あ、弱点というので一つ思い出した。このまま合宿での話をしても俺がいじられるだけのようだし、ここで切り出しておくか。
「母さん、そういえば俺が英語を習いたいって言ってたの考えてくれた?」
「ん? アシカってそんなに英語悪かったかな? 成績はトップクラスじゃない」
「ああ、俺が習いたいのは英会話の方ね。語学のペーパーテストの方はとりあえず自分でなんとかなるけど、英会話は先生がいないと難しいからな。それに、ジュニアユースで時間取られるから少ない空き時間でも何とかなる都合のいい所ないかなーって」
母は少し眉根を寄せていたが「速輝のサッカー以外の頼みは珍しいし、勉強の事じゃ反対もできないわね」と納得してくれた。
「英会話教室を幾つか調べておくわ。ユースが休みの日だけでも通えるのか、費用は幾らぐらいかもね。でも、もし通う事になったら三日坊主は許しませんよ」
「サッカー始める時にもそう言われたけど、今でも続いてるでしょ。

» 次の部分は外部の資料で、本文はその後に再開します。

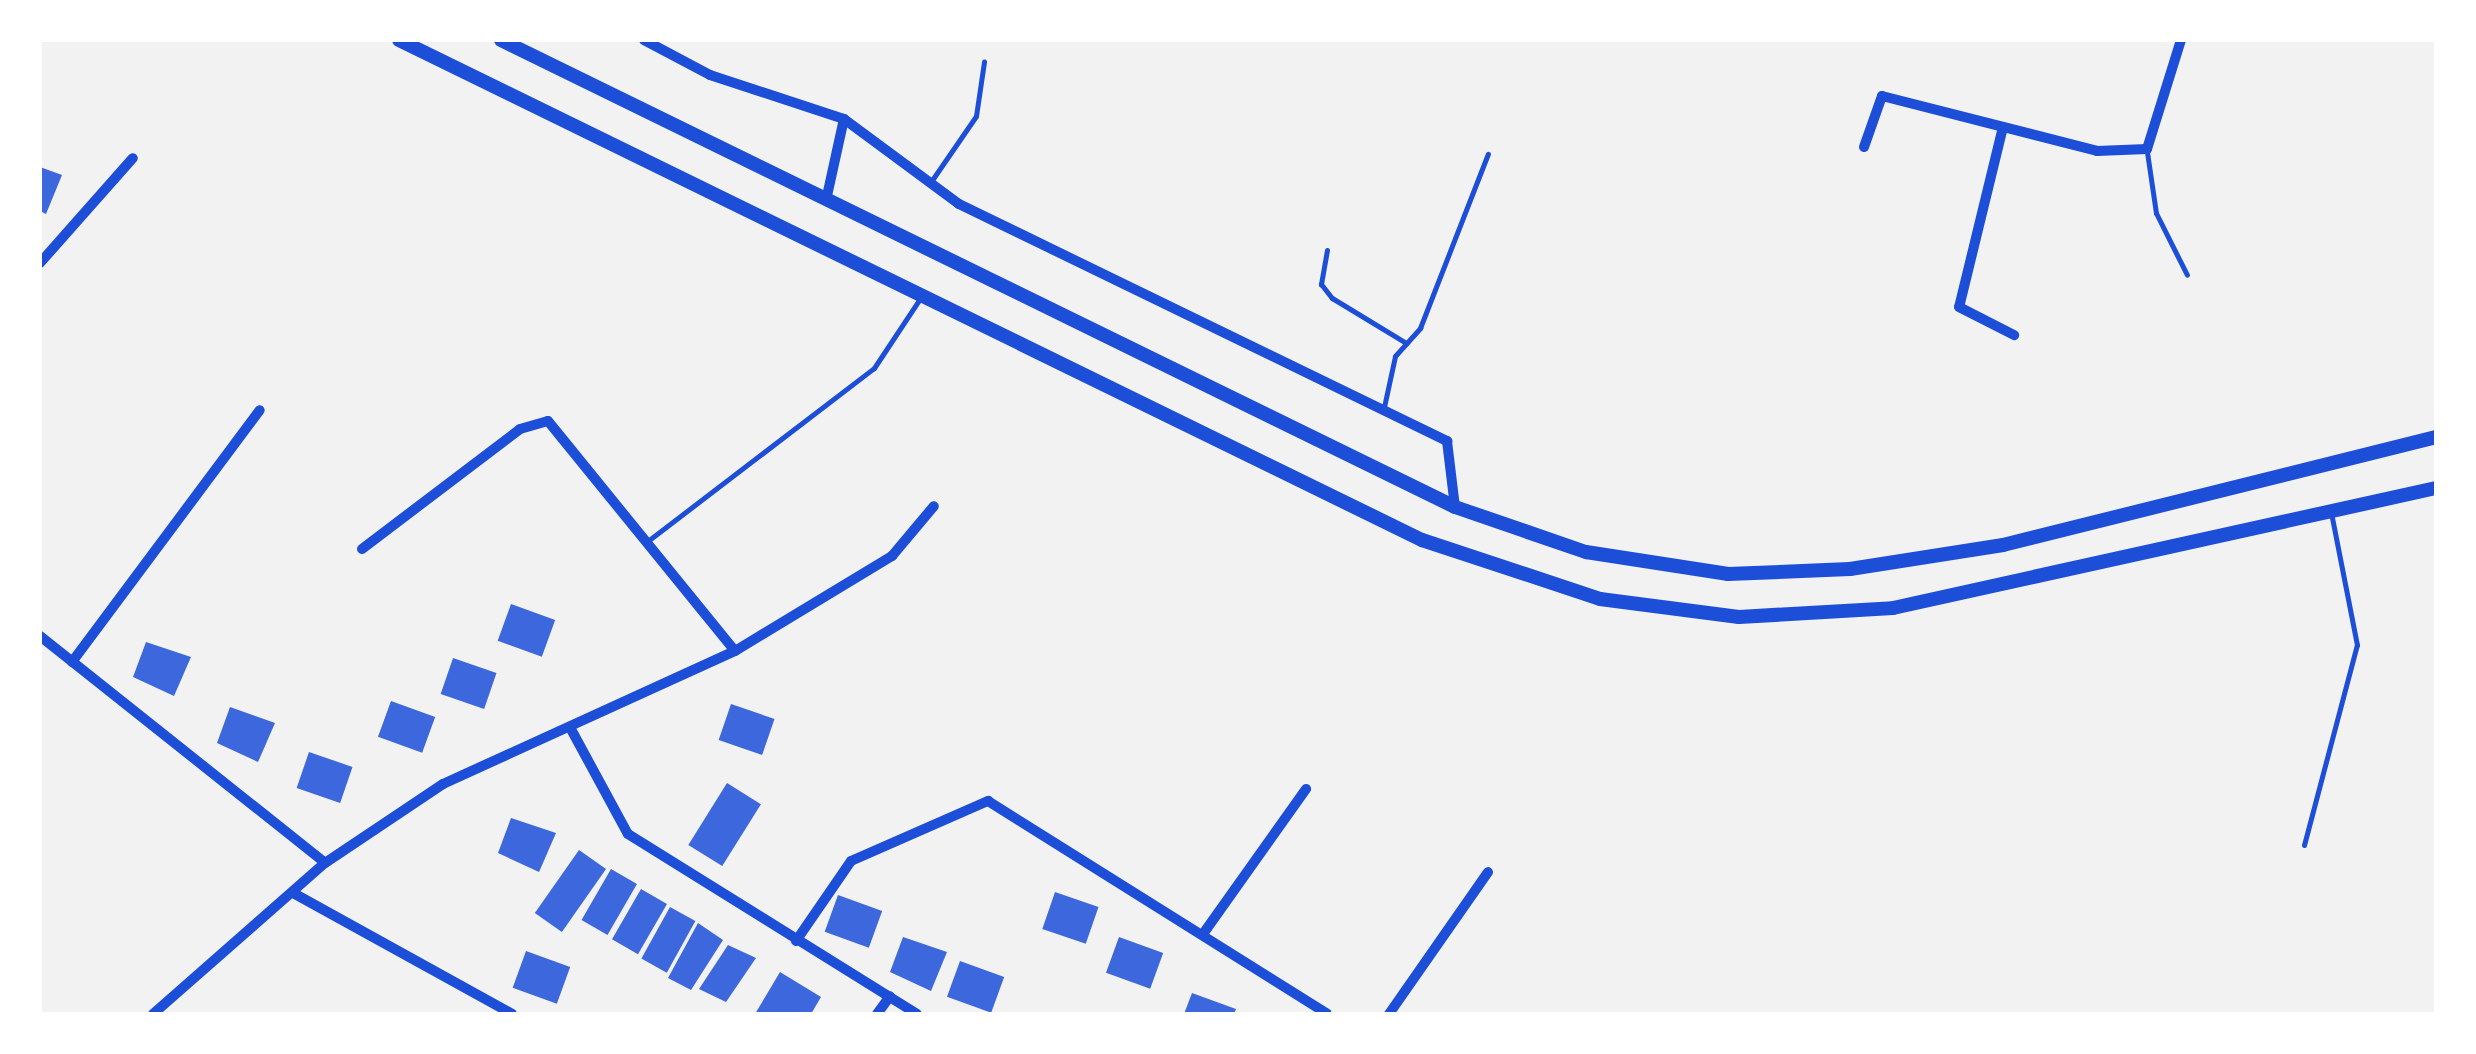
<!DOCTYPE html>
<html>
<head>
<meta charset="utf-8">
<style>
	body { margin:0 }
	#map { position:relative; width:2476px; height:1054px; overflow:hidden; background:#f2f2f2; font-family:Jost,sans-serif }
	div>[style] { position:absolute }
	.building>* { inset:0; background:#3d67dc; transform-origin:0 0 }
	.service>* { height:5px; margin:-2.5px; padding:0 2.5px; transform-origin:2.5px; border-radius:2.5px; background:#1d4ed8 }
	.minor>* { height:10px; margin:-5px; padding:0 5px; transform-origin:5px; border-radius:5px; background:#1d4ed8 }
	.secondary>* { height:14px; margin:-7px; padding:0 7px; transform-origin:7px; border-radius:7px; background:#1d4ed8 }
	span { translate:-50% -50%; white-space:nowrap; text-align:center; line-height:1.15; -webkit-text-stroke:8px #fff; paint-order:stroke }
	.frame { position:absolute; inset:0; border:42px solid #fff; pointer-events:none }
</style>
</head>
<body>
<div id="map">
	<div class="building">
		<i style="clip-path:polygon(40px 167px,62px 175px,46px 214px,40px 211px)"></i>
		<i style="left:511px;top:604px;width:47px;height:39px;rotate:20deg"></i>
		<i style="clip-path:polygon(146px 642px,191px 657px,174px 696px,133px 677px)"></i>
		<i style="left:453px;top:658px;width:46px;height:38px;rotate:19deg"></i>
		<i style="left:391px;top:701px;width:47px;height:38px;rotate:20deg"></i>
		<i style="left:731px;top:704px;width:46px;height:38px;rotate:19deg"></i>
		<i style="clip-path:polygon(230px 707px,275px 723px,258px 762px,217px 743px)"></i>
		<i style="left:309px;top:752px;width:46px;height:38px;rotate:19deg"></i>
		<i style="left:727px;top:783px;width:40px;height:73px;rotate:32deg"></i>
		<i style="clip-path:polygon(511px 818px,556px 833px,539px 872px,498px 853px)"></i>
		<i style="left:579px;top:850px;width:33px;height:77px;rotate:35deg"></i>
		<i style="left:611px;top:869px;width:30px;height:59px;rotate:30deg"></i>
		<i style="left:641px;top:889px;width:30px;height:58px;rotate:30deg"></i>
		<i style="left:1055px;top:892px;width:46px;height:39px;rotate:19deg"></i>
		<i style="left:838px;top:895px;width:47px;height:39px;rotate:20deg"></i>
		<i style="left:670px;top:907px;width:29px;height:59px;rotate:29deg"></i>
		<i style="clip-path:polygon(698px 923px,723px 940px,691px 990px,668px 978px)"></i>
		<i style="clip-path:polygon(903px 937px,947px 952px,931px 991px,890px 972px)"></i>
		<i style="left:1119px;top:937px;width:47px;height:38px;rotate:20deg"></i>
		<i style="clip-path:polygon(728px 945px,756px 958px,726px 1002px,699px 989px)"></i>
		<i style="left:526px;top:951px;width:47px;height:39px;rotate:20deg"></i>
		<i style="left:960px;top:961px;width:47px;height:38px;rotate:20deg"></i>
		<i style="clip-path:polygon(780px 972px,821px 997px,811px 1014px,755px 1014px)"></i>
		<i style="clip-path:polygon(1192px 993px,1236px 1009px,1234px 1014px,1184px 1014px)"></i>
	</div>
	<div class="service">
		<i style="left:2147px;top:152px;width:62px;rotate:81.6deg"></i>
		<i style="left:2156px;top:213px;width:69px;rotate:63.4deg"></i>
		<i style="left:930px;top:183px;width:81px;rotate:-55.5deg"></i>
		<i style="left:976px;top:116px;width:55px;rotate:-81.6deg"></i>
		<i style="left:1327px;top:250px;width:35px;rotate:100deg"></i>
		<i style="left:1321px;top:284px;width:18px;rotate:52deg"></i>
		<i style="left:1332px;top:298px;width:87px;rotate:31.3deg"></i>
		<i style="left:1384px;top:407px;width:52px;rotate:-77.8deg"></i>
		<i style="left:1395px;top:356px;width:38px;rotate:-48deg"></i>
		<i style="left:1420px;top:328px;width:187px;rotate:-68.7deg"></i>
		<i style="left:649px;top:540px;width:283px;rotate:-37.4deg"></i>
		<i style="left:874px;top:368px;width:85px;rotate:-56.5deg"></i>
		<i style="left:2304px;top:845px;width:207px;rotate:-75.2deg"></i>
		<i style="left:2357px;top:645px;width:135px;rotate:-101.1deg"></i>
	</div>
	<div class="minor">
		<i style="left:644px;top:40px;width:75px;rotate:27.9deg"></i>
		<i style="left:710px;top:75px;width:141px;rotate:18.2deg"></i>
		<i style="left:844px;top:119px;width:143px;rotate:36.5deg"></i>
		<i style="left:959px;top:204px;width:543px;rotate:25.9deg"></i>
		<i style="left:1447px;top:441px;width:66px;rotate:83.1deg"></i>
		<i style="left:2003px;top:127px;width:185px;rotate:103.7deg"></i>
		<i style="left:1959px;top:307px;width:62px;rotate:27deg"></i>
		<i style="left:1864px;top:147px;width:54px;rotate:-70.6deg"></i>
		<i style="left:1882px;top:96px;width:222px;rotate:14.3deg"></i>
		<i style="left:2097px;top:151px;width:50px;rotate:-2.3deg"></i>
		<i style="left:2147px;top:149px;width:114px;rotate:-72.7deg"></i>
		<i style="left:827px;top:196px;width:79px;rotate:-77.6deg"></i>
		<i style="left:40px;top:263px;width:140px;rotate:-48.5deg"></i>
		<i style="left:362px;top:549px;width:198px;rotate:-37.2deg"></i>
		<i style="left:520px;top:429px;width:29px;rotate:-16deg"></i>
		<i style="left:548px;top:421px;width:296px;rotate:50.9deg"></i>
		<i style="left:40px;top:636px;width:364px;rotate:38.5deg"></i>
		<i style="left:72px;top:662px;width:314px;rotate:-53.3deg"></i>
		<i style="left:572px;top:731px;width:117px;rotate:61.5deg"></i>
		<i style="left:628px;top:834px;width:340px;rotate:31.9deg"></i>
		<i style="left:295px;top:894px;width:248px;rotate:28.9deg"></i>
		<i style="left:1203px;top:934px;width:178px;rotate:-54.6deg"></i>
		<i style="left:796px;top:941px;width:97px;rotate:-55.5deg"></i>
		<i style="left:851px;top:861px;width:150px;rotate:-23.7deg"></i>
		<i style="left:988px;top:801px;width:400px;rotate:32.1deg"></i>
		<i style="left:153px;top:1014px;width:229px;rotate:-41.3deg"></i>
		<i style="left:325px;top:863px;width:142px;rotate:-33.8deg"></i>
		<i style="left:443px;top:784px;width:321px;rotate:-24.5deg"></i>
		<i style="left:735px;top:651px;width:184px;rotate:-31.2deg"></i>
		<i style="left:892px;top:556px;width:65px;rotate:-50deg"></i>
		<i style="left:877px;top:1014px;width:22px;rotate:-54deg"></i>
		<i style="left:1389px;top:1014px;width:173px;rotate:-55.1deg"></i>
	</div>
	<div class="secondary">
		<i style="left:399px;top:40px;width:1139px;rotate:26.05deg"></i>
		<i style="left:1422px;top:540px;width:188px;rotate:18.3deg"></i>
		<i style="left:1600px;top:599px;width:140px;rotate:7.4deg"></i>
		<i style="left:1739px;top:617px;width:154px;rotate:-3.3deg"></i>
		<i style="left:1893px;top:608px;width:556px;rotate:-12.46deg"></i>
		<i style="left:501px;top:40px;width:1062px;rotate:26.08deg"></i>
		<i style="left:1455px;top:507px;width:139px;rotate:19deg"></i>
		<i style="left:1586px;top:552px;width:144px;rotate:8.8deg"></i>
		<i style="left:1728px;top:574px;width:122px;rotate:-2.3deg"></i>
		<i style="left:1850px;top:569px;width:155px;rotate:-8.9deg"></i>
		<i style="left:2003px;top:545px;width:446px;rotate:-14deg"></i>
	</div>
	<div class="frame"></div>
</div>
</body>
</html>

大丈夫だって」
親子の会話を黙って聞いていた真が不思議そうに首を傾げる。
「でもまたなんで忙しいのに、わざわざ英会話を習おうと思ったの?」
「……世界一のサッカー選手を目指すには必要なんだよ」
俺の答えに母と真が顔を見合わせてぷっと吹き出す。
「何だよ」
二人だけで判り合っちゃって。今日はそんなのが多いぞ。
「ごめんごめん。勉学に目覚めたかと思えば、やっぱりアシカはサッカー馬鹿なんだなーってね」
そう言うとまた二人で笑い出した。……自宅なのに俺が疎外感を感じるのはなんでだろう。